Would you use more spices if you knew how healthy they were?

In 2007, The New York Times magazine section featured an article by Michael Pollan, entitled Unhappy Meals.  It was a game changer for me. 

I was particularly blown away by this list of the antioxidants that are found in garden-variety thyme -- 4-Terpineol, alanine, anethole, apigenin, ascorbic acid, beta carotene, caffeic acid, camphene, carvacrol, chlorogenic acid, chrysoeriol, eriodictyol, eugenol, ferulic acid, gallic acid, gamma-terpinene isochlorogenic acid, isoeugenol, isothymonin, kaempferol, labiatic acid, lauric acid, linalyl acetate, luteolin, methionine, myrcene, myristic acid, naringenin, oleanolic acid, p-coumoric acid, p-hydroxy-benzoic acid, palmitic acid, rosmarinic acid, selenium, tannin, thymol, tryptophan, ursolic acid, vanillic acid.  One can only imagine that there is a similar list for every herb and spice nature produces. (Pollan, 2007)

I decided to go all in and eliminate processed foods from my diet and began cooking from scratch, often using fresh herbs and spices in my vegetable sauces.  But even if you don’t want to go to that extreme, you can still sprinkle some oregano and garlic on a slice of pizza and be healthier.
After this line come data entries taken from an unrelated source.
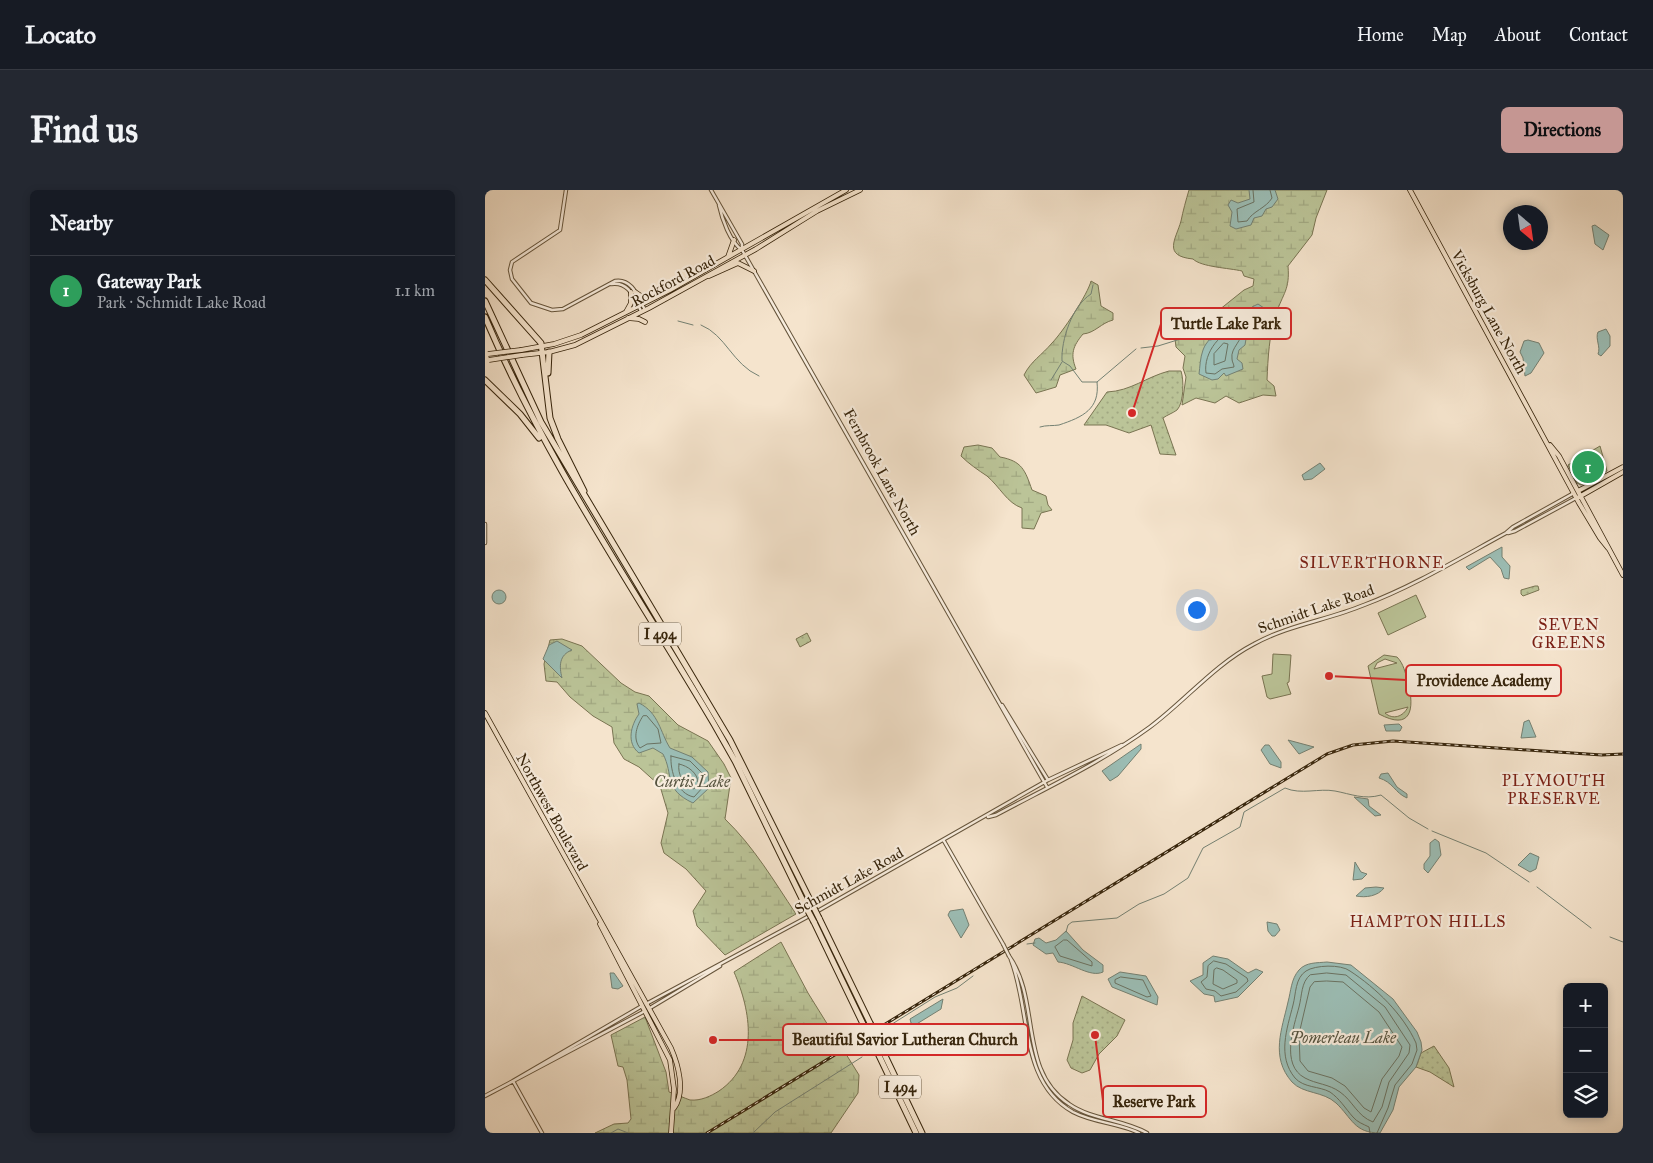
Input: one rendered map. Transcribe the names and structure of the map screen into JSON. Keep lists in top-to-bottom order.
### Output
{
  "streets": {
    "highway": ["I 494"],
    "main road": [
      "Rockford Road",
      "Vicksburg Lane North",
      "Schmidt Lake Road",
      "Northwest Boulevard"
    ],
    "street": ["Fernbrook Lane North"]
  },
  "crossings": [
    ["Rockford Road", "Fernbrook Lane North"],
    ["Vicksburg Lane North", "Schmidt Lake Road"],
    ["Fernbrook Lane North", "Schmidt Lake Road"],
    ["Schmidt Lake Road", "Northwest Boulevard"]
  ],
  "districts": [
    "SILVERTHORNE",
    "SEVEN GREENS",
    "PLYMOUTH PRESERVE",
    "HAMPTON HILLS"
  ],
  "water": ["Curtis Lake", "Pomerleau Lake"],
  "places": [
    "Turtle Lake Park",
    "Providence Academy",
    "Reserve Park",
    "Beautiful Savior Lutheran Church"
  ],
  "north": "bottom right",
  "page": {
    "header": "Locato",
    "nav": [
      "Home",
      "Map",
      "About",
      "Contact"
    ],
    "buttons": "Directions",
    "title": "Find us",
    "heading": "Nearby",
    "list": [
      {
        "mark": "1",
        "name": "Gateway Park",
        "note": "Park · Schmidt Lake Road",
        "value": "1.1 km"
      }
    ],
    "pins": "1",
    "map_buttons": ["+", "−"]
  }
}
McCormick the spice and seasonings category leader thinks you should do just that.  And after 123 years of focusing on the ability of spices to add flavor (yes, they do that too) they are now pointing out a myriad of ways you can use spices to up the health factor of whatever foods you currently eat.  (Schultz, 2012)

That sure sounds like a successful strategy to me.  What do you think?  Will you add some pepper to your scrambled eggs?

Pollan, M. (2007, January 28).  Unhappy Meals.  New York Times.  Section 6, Column 1, Magazine, Page 38
Schultz, E.J. (2012, January 22).  Spice Maker McCormick Sprinkles Health Messages Into Marketing.  Retrieved January 25, 2012, from

Thursday, January 19, 2012

Would you create a video to get a lifetime supply of anything?

Pepsi has just announced a new contest in search of their most passionate fans.  This is how it works.  You create a :60 second video expressing your passion for Pepsi MAX.  Two lucky winners receive a lifetime supply of soda, defined as one 12-pack every two weeks.  I wonder what the odds of winning are.  Frankly it sounds like a lot of work to me, unless of course you are drinking far too much of the stuff for it to be healthy, in which case six cans a week probably won’t do it for you.

Of course you will also need to “like” the brand on Facebook and fill out an application.  And if you want your friends to vote for you, they too will need to “like” the brand on Facebook and register to vote.  No wonder Pepsi likes this idea. (Lukovitz, 2012)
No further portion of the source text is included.